There’s just one day left of the Food & Fashion exhibition at FIT (Fashion Institute of Technology) in New York, but the electricity and creativity surrounding these cultural tenets happens every day, everywhere. What FIT curators, Melissa Marra-Alvarez and Elizabeth Way teach us through the exhibition and the accompanying book, is, not only has there been a fascination with the two heavyweights of expression for centuries, but today, the utilization of the two to identify who we are has gained momentum and has definitely become more mainstream.
Scroll through Instagram right now and you may see things like Betsy Johnson’s “Nice Buns” Burger Bag, Delicacies Pasta jewelry, or the Tiniest Croissant Charm collaboration by Catbird and L’Appartment 4F. Recently, while watching a YouTube video of Chef Stefano Secchi of NYC’s Rezdora creating pasatelli en brodo, he was wearing a black graphic t-shirt, with Tutto Fa Brodo in bright white on the front. The phrase, which translates to “everything makes stock” could, on the one hand, be seen as just a fun graphic to wear, but, on the other, could carry more weight as ideas surrounding waste have a sense of urgency today more than ever before.
It is no wonder when you walk around the exhibition, statements like “You are What You Eat” have also been turned into “We Eat What We Are,” demonstrating the blurring of the lines between how we identify and express ourselves—culturally, politically, sexually, etc.— and how and what we eat.
A week after the exhibition opened in September, curators Way and Alvarez sat down with Kerry Diamond, host of the Radio Cherry Bombe podcast and founder of Cherry Bombe media company. Years before heading up the ever-growing network which shines a light on women in the food industry, Diamond worked as a beauty editor for various fashion magazines. Her knowledge of both industries and experience position her perfectly to add insight and perspective to the conversation with the FIT curators.
Way tells Diamond that the kernel of the idea began with a concept surrounding the senses, and, although the pitch was met with intrigue and positivity, they quickly realized it could become overwhelming and too complicated, however. They decided paring down to one theme made the most sense. It was over a lunch in 2018, Alvarez recalls, when they decided to focus on taste. “While we were digging, we started to realize just how vast the topic was, and that’s when the idea really took off.” Even the word taste instantly connects the worlds of food and fashion.
As Diamond adds, the timing for such an exhibition and book is amazing. Food and fashion have never been more closely linked as they are today. With recent trends like food print clothing and the Grocery Girl aesthetic, to the Girl Dinner, and Tomato Girl Summer, the connections between food and fashion and personal expression and the decisions behind them are illustrated all over social media.
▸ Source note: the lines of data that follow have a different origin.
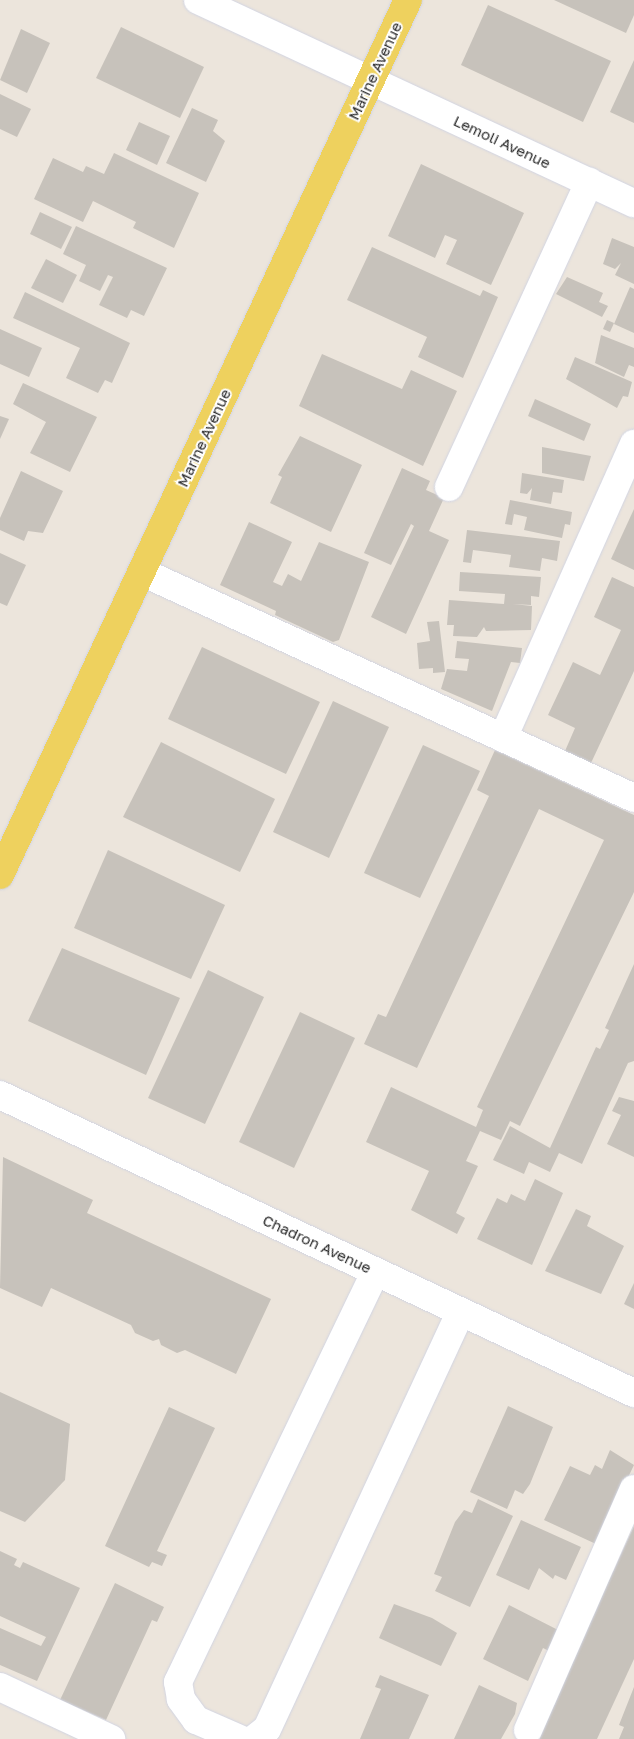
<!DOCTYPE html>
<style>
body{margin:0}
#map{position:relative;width:634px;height:1739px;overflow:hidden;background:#ece5dc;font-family:"Golos Text",sans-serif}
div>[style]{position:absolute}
.building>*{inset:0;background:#c7c2bb}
.roads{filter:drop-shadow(0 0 1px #d1d4e2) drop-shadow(0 0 1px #d1d4e2)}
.minor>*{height:28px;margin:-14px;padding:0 14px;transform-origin:14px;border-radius:14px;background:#fff}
.major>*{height:28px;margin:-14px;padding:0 14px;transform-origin:14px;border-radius:14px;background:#eed15e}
span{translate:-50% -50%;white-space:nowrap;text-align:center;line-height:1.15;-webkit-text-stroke:4px #fff;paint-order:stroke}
.street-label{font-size:15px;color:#2a2a2a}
</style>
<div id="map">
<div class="building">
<div style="clip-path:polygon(554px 0,634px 0,634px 15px,626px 33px)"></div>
<div style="clip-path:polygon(488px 5px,611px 61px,583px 122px,461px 65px)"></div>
<div style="clip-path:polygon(121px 27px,204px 67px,180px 118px,96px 78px)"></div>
<div style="clip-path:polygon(21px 29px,50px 43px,27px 93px,0 80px)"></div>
<div style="clip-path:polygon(634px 60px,634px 123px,610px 112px)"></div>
<div style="clip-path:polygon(0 94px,31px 109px,17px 137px,0 129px)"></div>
<div style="clip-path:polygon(192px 108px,218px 120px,213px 131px,225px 141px,206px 182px,166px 163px)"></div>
<div style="clip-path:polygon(139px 122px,170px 136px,157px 165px,126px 150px)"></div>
<div style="clip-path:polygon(114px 153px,199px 193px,174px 248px,133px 228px,136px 222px,93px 201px,83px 222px,34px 199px,53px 158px,83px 172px,86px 166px,104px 174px)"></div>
<div style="clip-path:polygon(421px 164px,524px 213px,491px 285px,446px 264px,457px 240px,445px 235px,435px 258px,388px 236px)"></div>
<div style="clip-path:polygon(40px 212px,72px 227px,61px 249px,30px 234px)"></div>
<div style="clip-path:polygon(76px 226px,167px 268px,144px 316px,131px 310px,127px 318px,99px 305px,113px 277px,108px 275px,100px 291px,79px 281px,86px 265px,63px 254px)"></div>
<div style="clip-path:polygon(612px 238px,634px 247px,634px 284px,615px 275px,621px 263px,615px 269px,603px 264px)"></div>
<div style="clip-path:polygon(372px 247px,480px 296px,483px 290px,498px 297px,463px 378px,418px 357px,427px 337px,347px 300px)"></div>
<div style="clip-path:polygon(46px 259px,77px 275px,63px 303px,31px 288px)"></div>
<div style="clip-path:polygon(567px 277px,603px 293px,599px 302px,608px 306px,602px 317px,556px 294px)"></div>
<div style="clip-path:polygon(630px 287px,634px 289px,634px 333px,614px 324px)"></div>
<div style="clip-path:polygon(25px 292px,130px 343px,112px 383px,105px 380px,98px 393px,66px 378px,80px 348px,13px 318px)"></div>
<div style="clip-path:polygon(607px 320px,614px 323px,610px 332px,603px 329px)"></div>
<div style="clip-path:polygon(0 329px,42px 348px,29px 377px,0 364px)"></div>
<div style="clip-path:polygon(601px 335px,634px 348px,634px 367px,629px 365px,624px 377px,595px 363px)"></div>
<div style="clip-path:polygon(322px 354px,402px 389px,411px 370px,457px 391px,423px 466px,299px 406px)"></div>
<div style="clip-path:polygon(575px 357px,632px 382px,628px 397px,623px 396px,617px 408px,566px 379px)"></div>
<div style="clip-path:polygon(23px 383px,97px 417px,70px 472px,30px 453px,46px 422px,13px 404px)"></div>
<div style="clip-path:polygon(535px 399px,591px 424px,584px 441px,528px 416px)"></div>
<div style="clip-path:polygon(0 416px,9px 419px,0 439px)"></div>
<div style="clip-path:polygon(300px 436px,362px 465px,331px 532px,270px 503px,282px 477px,278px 475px)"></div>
<div style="clip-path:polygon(542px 447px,591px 456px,584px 481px,542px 473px)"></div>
<div style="clip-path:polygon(402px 468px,430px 481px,426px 490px,444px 498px,429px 531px,449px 540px,406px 634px,371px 617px,414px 526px,411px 524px,391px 565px,364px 553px)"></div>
<div style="clip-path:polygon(21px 471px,63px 491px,43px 533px,28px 531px,24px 541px,0 530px,0 518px)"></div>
<div style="clip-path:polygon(522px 473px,564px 480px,562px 493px,553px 492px,551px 504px,530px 500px,532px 488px,527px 494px,520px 493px)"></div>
<div style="clip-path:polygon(510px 500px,572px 512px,570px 525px,565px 524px,562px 538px,524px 530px,527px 517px,514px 514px,512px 525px,505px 524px)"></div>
<div style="clip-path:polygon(634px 509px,634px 570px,611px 559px)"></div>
<div style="clip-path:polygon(249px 522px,292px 542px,273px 582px,282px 586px,288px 574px,301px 581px,319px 542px,369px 562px,339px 640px,333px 642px,275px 615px,276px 611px,220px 585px)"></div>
<div style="clip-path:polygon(467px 530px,560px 541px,557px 561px,542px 558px,540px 571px,509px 567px,511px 555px,473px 550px,471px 563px,463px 562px)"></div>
<div style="clip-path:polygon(0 553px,26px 565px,7px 606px,0 603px)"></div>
<div style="clip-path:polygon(460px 572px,541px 577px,539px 597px,531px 596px,531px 605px,513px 604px,532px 606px,531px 630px,486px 631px,484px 627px,477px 637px,453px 636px,454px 625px,447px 625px,449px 600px,504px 604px,505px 594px,459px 591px)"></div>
<div style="clip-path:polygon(612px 577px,634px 587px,634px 671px,591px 763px,565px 751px,575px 728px,548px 715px,573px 662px,600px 675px,621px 630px,594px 617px)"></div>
<div style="clip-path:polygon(439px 621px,445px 672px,433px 673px,433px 668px,419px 669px,417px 643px,430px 641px,427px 622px)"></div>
<div style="clip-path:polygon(457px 641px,522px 648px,520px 663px,511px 662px,492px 711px,441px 689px,447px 669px,467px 671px,469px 659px,455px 658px)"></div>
<div style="clip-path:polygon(202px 647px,320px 702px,286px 774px,168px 719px)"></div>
<div style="clip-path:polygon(333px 701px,389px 727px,329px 858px,273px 832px)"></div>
<div style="clip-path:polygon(161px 742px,275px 799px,240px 872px,123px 817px)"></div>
<div style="clip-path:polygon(423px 745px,480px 771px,420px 898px,364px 873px)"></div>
<div style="clip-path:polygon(495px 750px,634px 815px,634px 892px,520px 1126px,510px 1121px,501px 1140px,480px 1131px,466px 1161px,478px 1166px,456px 1213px,465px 1218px,457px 1234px,411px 1210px,429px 1171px,366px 1142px,391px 1087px,476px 1127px,483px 1110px,477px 1107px,604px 840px,539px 809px,417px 1068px,364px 1044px,378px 1014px,386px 1017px,489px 796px,477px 790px)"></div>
<div style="clip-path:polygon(108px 850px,225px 905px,191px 979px,74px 928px)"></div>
<div style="clip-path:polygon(62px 948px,180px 998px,146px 1075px,28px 1021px)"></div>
<div style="clip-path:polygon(634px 964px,634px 1061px,628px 1063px,582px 1164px,559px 1153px,550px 1172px,529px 1162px,524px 1174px,493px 1160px,510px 1126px,550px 1148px,596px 1047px,600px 1049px,609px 1030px,605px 1028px)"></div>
<div style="clip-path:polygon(208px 970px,264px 997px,205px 1124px,148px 1098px)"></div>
<div style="clip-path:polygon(300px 1012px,355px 1038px,294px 1168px,239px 1142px)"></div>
<div style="clip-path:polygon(619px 1097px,634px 1101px,634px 1157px,607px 1144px,621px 1115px,612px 1111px)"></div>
<div style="clip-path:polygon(3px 1157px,93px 1200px,87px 1213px,271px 1299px,236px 1374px,185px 1350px,177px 1353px,161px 1345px,159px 1339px,153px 1341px,135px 1333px,131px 1325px,51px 1288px,42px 1307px,0 1288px)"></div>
<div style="clip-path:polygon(535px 1179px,563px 1193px,532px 1265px,477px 1239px,497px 1198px,507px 1203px,511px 1194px,525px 1201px)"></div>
<div style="clip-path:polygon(576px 1209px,591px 1216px,587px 1226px,624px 1246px,601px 1294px,545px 1271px)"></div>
<div style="clip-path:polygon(634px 1283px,634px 1309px,624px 1304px)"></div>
<div style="clip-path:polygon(0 1392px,70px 1424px,65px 1480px,25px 1522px,0 1511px)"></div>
<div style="clip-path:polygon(508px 1406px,553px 1427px,530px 1484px,523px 1494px,515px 1490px,507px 1509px,470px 1492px)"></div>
<div style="clip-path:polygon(169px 1407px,215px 1428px,157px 1551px,167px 1555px,162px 1566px,152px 1562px,149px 1567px,105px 1546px)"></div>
<div style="clip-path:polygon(610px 1450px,634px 1465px,596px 1544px,544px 1520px,570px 1466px,590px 1475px,595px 1465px,602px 1469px)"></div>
<div style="clip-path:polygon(478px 1499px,513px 1516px,470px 1607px,435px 1591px,442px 1577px,434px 1574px,455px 1522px,464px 1510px,472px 1513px)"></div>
<div style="clip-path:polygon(521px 1520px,581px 1547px,566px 1580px,555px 1575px,553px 1579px,539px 1568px,529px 1590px,496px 1575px)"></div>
<div style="clip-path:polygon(634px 1526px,634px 1659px,597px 1739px,536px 1739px)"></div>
<div style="clip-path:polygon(0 1551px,17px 1559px,14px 1565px,20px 1568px,23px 1562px,80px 1588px,37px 1681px,0 1665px,0 1628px,41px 1646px,46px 1637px,0 1616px)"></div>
<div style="clip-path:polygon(115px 1583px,164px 1607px,157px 1622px,152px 1620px,106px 1720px,60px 1700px)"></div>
<div style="clip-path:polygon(394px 1604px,432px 1618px,457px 1633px,441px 1666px,379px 1638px)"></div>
<div style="clip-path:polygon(509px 1605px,560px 1631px,551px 1652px,543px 1648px,528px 1681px,483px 1659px)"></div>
<div style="clip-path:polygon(380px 1675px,429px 1695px,409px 1739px,360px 1739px,381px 1689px,375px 1687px)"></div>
<div style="clip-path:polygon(479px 1685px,517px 1703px,515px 1714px,501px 1739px,454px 1739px)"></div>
<div style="clip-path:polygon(634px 1687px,634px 1739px,619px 1739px,624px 1727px,619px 1725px)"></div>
</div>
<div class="roads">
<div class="minor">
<div style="left:198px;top:0;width:481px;rotate:25deg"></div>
<div style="left:449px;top:487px;width:336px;rotate:-65.3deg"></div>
<div style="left:142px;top:572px;width:541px;rotate:24.67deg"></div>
<div style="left:503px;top:738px;width:322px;rotate:-66deg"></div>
<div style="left:0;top:1095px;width:701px;rotate:25.18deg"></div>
<div style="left:0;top:1687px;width:123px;rotate:25.1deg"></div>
<div style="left:528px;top:1730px;width:263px;rotate:-66.3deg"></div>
<div style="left:240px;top:1739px;width:48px;rotate:-156.6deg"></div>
<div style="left:196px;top:1720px;width:26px;rotate:-126deg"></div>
<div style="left:181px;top:1699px;width:17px;rotate:-100deg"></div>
<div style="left:178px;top:1682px;width:455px;rotate:-64.3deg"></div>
<div style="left:254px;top:1739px;width:16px;rotate:-38deg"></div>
<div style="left:267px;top:1729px;width:460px;rotate:-65.1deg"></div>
</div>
<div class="major">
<div style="left:0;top:875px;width:965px;rotate:-65deg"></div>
</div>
</div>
<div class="street-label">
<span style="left:375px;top:71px;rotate:-65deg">Marine Avenue</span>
<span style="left:502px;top:142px;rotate:25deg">Lemoli Avenue</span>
<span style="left:204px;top:438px;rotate:-65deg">Marine Avenue</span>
<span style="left:317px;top:1244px;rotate:25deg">Chadron Avenue</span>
</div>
</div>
And while the imagery boldly and visually takes over places like Instagram and Tiktok, it also creates virtual conversations that speaks simultaneously about the joy surrounding creative intersections, as well as the intensity around topics like gender, inequality, religion, body positivity, and the environment.
“The exhibition is organized thematically,” Way says. “Starting at the beginning of the
day with breakfast in the fashion kitchen.” Complete with an ornate SMEG refrigerator and toaster, the kitchen beckons back to the 50s with a nod to iconic diners and dressed-to-the-nines housewives. Visitors then move to the market, a fast food lunch, and even catch a glimpse at Moschino’s McDonald’s line of 2014 or food prints, like the Pasta Puffer by Rachel Antonoff. You then segue into the sweets shoppe and a high-end restaurant for dinner, all carried along by fashions created by designers around the globe. Throughout the book and exhibition, viewers get a two-fold experience where the fun and whimsical side of fashion catches the eye, then you soon notice, as Way explains, “the many metaphorical ways where fashion ‘gloms onto the food world to talk about trends, consumerism, or consumption. One of the final legs of the exhibition addresses sustainability, the environment with many items actually repurposed from food to clothing.
Food is so much about identity. Whether you openly carry a purse in the shape of a baguette or wear clothing made from milk or old water bottles, we are often walking billboards that display the way we think, vote, act, and eat. If we are going to open the door to conversations around big subjects and seep into the collective consciousness, we may as well have fun and be fashionable while doing it. Perhaps just give us a few days, however, because Thanksgiving and the days surrounding it, just might be our least fashionable time of year.